In reality, it’s probably better just to save your pics, music, movies, documents, on a drive and just do a clean install. It’s easier and it gets rid of any malware and such.

Also remember that if your drive is old, some of it may have acutal hardware issues, such as sectors that are physically bad, so even with a clean install you may wind up with less space.

Another good free program to try is

Returnil Virtual System 2008 Personal Edition

I’d look that over too.

I just want to take this extremely rare opportunity to praise Vista and point out that its disk management utility does allow you to expand/shrink partitions.

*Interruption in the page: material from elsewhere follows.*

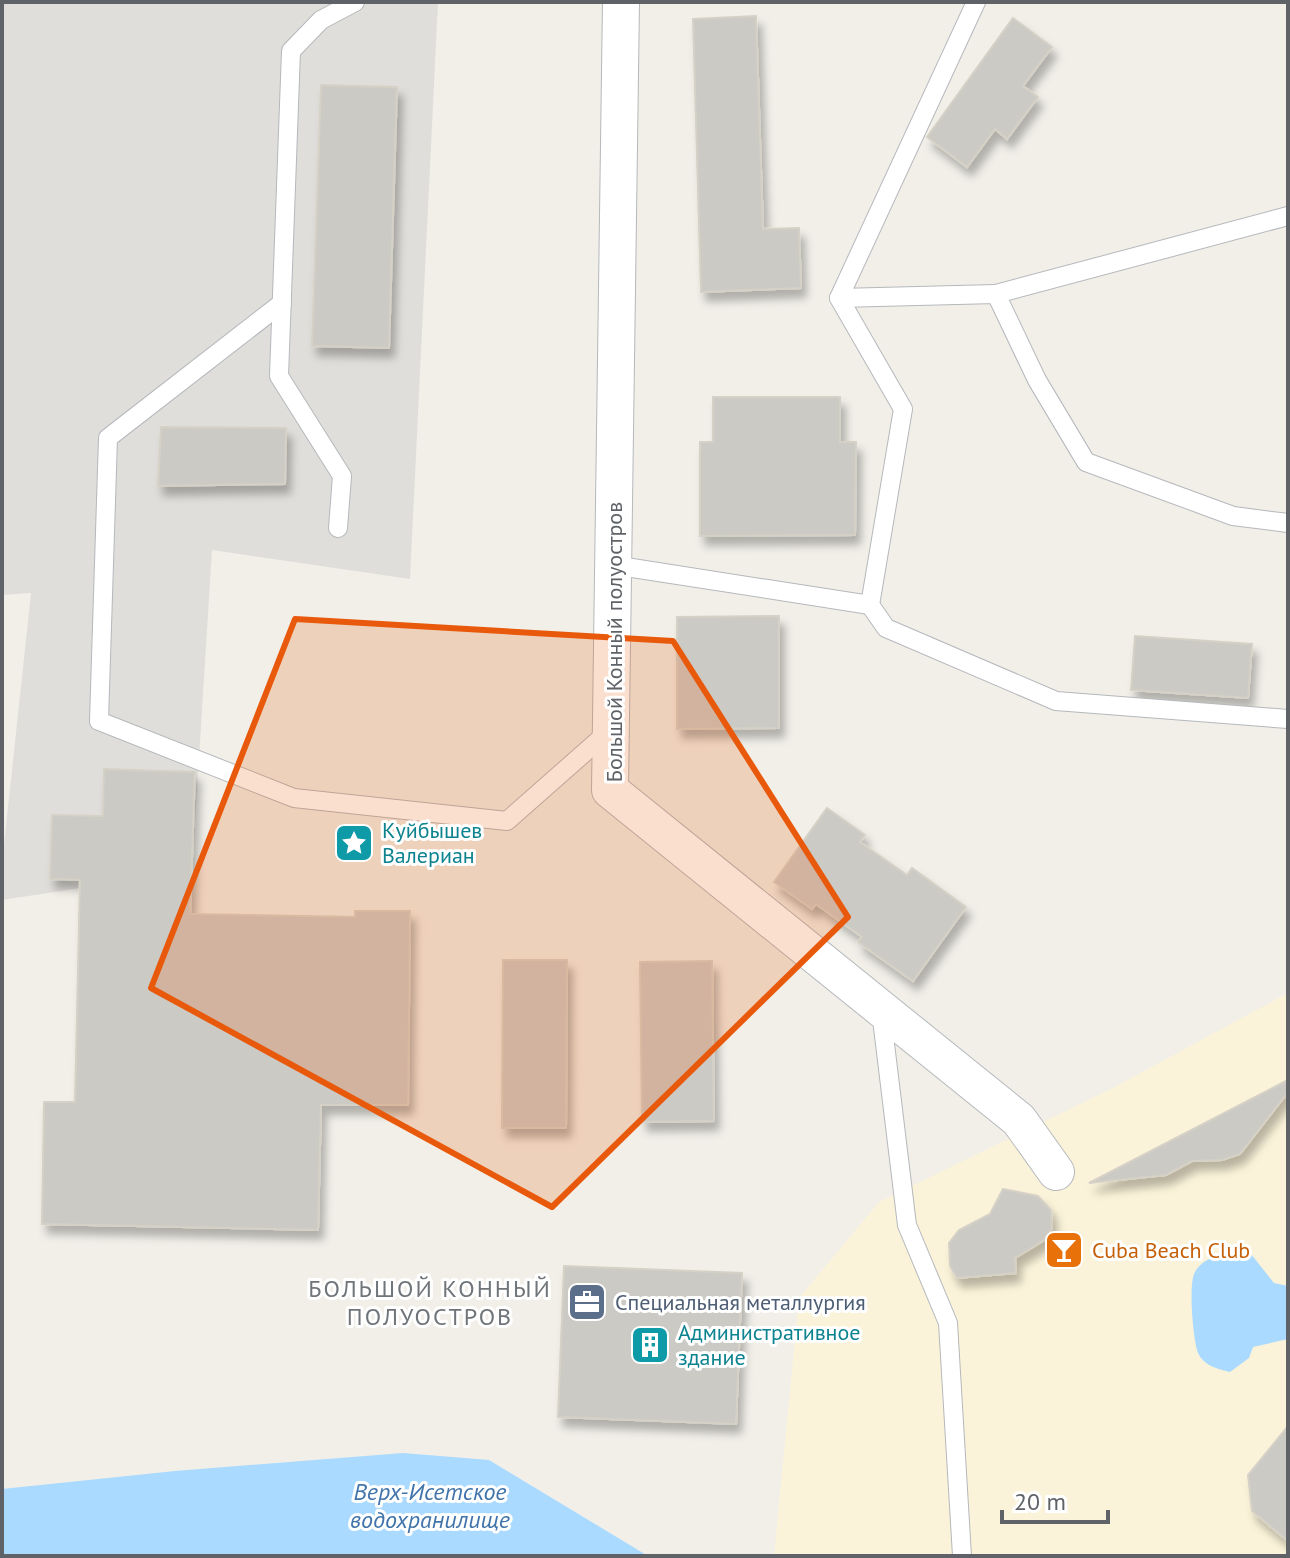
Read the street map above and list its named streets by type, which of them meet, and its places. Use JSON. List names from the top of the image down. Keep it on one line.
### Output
{"streets":{"street":["Большой Конный полуостров"]},"districts":["БОЛЬШОЙ КОННЫЙ ПОЛУОСТРОВ"],"water":["Верх-Исетское водохранилище"],"places":{"place":["Куйбышев Валериан"],"bar":["Cuba Beach Club"],"office":["Специальная металлургия"],"building":["Административное здание"]},"scale_bar":"20 m"}
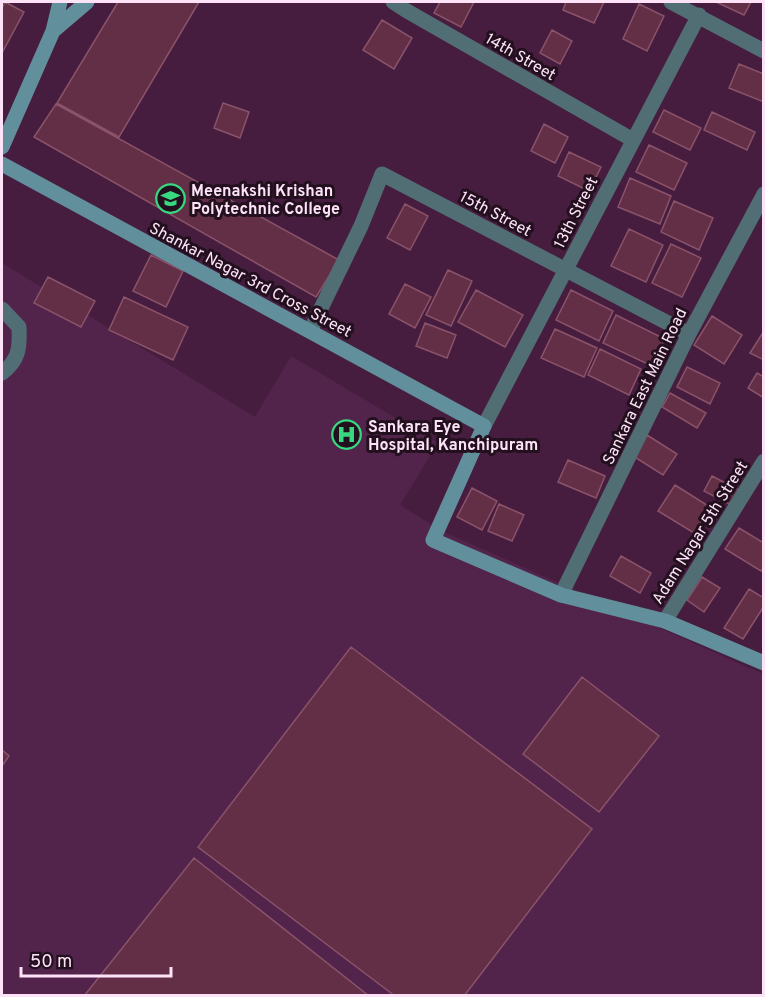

So it can’t be all bad, right?



Problem solved! Thank you **Markxxx **for the Easeus Partition Master recommendation. Downloaded, installed, and ran it in about 15 minutes. Couldn’t have been easier. Extended the C: drive by 10GB with a simple click and drag. Excellent program!

Easeus was what I was going to recommend. i don’t know why people on this board get so full of doom and gloom when it comes to doing something like this. It must be because it’s too easy with this free software.

By way of explanation, every now and then, these tools go badly sideways and the person you told to try them loses every cussed file they ever had. At that point you’re stuck with a client or friend who is either angry or grieving.
If you’ve been through this scenario, or one very similar to it a dozen times, you too will wind up sounding like a pharmaceutical company disclosure whenever you suggest a risky procedure.
I know the risks, but I cannot assume that someone like the OP does. As such, I scream at them to back up their files before the process, which is the best I can really do.

Can it make an Image, like Ghost? Can it save over the network or only to a local disk? Long time ago I used to make an image with Ghost so I could just restore the partition from the image but I have not done this in ages. I am thinking it might be a good idea when I install the OS to make a (compressed) image in a separate partition an then I have the option of restoring from there like many brand computers do. Or restore from CDs.

I’m glad I didn’t post a lame pun about eliminating a virtue, and so should you.